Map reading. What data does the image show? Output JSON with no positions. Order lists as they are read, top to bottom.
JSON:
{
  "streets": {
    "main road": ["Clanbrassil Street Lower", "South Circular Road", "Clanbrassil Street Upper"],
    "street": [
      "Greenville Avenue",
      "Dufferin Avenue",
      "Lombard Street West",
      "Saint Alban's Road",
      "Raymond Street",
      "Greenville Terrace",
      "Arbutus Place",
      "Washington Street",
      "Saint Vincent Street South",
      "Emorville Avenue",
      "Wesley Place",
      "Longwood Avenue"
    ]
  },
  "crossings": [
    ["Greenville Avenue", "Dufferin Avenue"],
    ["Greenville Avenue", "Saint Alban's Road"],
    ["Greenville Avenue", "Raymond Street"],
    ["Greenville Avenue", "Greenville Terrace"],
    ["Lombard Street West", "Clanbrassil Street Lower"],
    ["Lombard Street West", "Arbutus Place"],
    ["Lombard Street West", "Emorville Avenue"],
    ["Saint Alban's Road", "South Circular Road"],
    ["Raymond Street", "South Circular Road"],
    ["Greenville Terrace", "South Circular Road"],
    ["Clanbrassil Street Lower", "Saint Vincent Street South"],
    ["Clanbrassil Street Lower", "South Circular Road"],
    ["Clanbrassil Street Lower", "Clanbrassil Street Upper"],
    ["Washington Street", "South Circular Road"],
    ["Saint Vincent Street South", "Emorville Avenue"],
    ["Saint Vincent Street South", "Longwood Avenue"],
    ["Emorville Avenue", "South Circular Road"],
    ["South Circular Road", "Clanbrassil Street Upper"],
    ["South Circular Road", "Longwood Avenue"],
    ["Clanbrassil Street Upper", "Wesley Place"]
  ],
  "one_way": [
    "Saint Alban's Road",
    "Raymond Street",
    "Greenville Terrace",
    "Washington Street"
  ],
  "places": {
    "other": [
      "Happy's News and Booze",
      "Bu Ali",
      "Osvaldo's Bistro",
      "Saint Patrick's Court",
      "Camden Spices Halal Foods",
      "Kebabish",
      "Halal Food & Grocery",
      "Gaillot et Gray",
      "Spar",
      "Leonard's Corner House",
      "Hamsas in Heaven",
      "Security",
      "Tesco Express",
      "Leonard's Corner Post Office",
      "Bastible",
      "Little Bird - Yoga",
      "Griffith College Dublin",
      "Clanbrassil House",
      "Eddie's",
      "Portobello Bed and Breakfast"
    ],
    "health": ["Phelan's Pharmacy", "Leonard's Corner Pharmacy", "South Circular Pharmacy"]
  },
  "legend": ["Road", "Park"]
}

**DESCRIPTION OF THE TASK**. Return all lines of the material above in which the word "West" occurs.

**ANSWER FOR THIS EXERCISE**.
      "Lombard Street West",
    ["Lombard Street West", "Clanbrassil Street Lower"],
    ["Lombard Street West", "Arbutus Place"],
    ["Lombard Street West", "Emorville Avenue"],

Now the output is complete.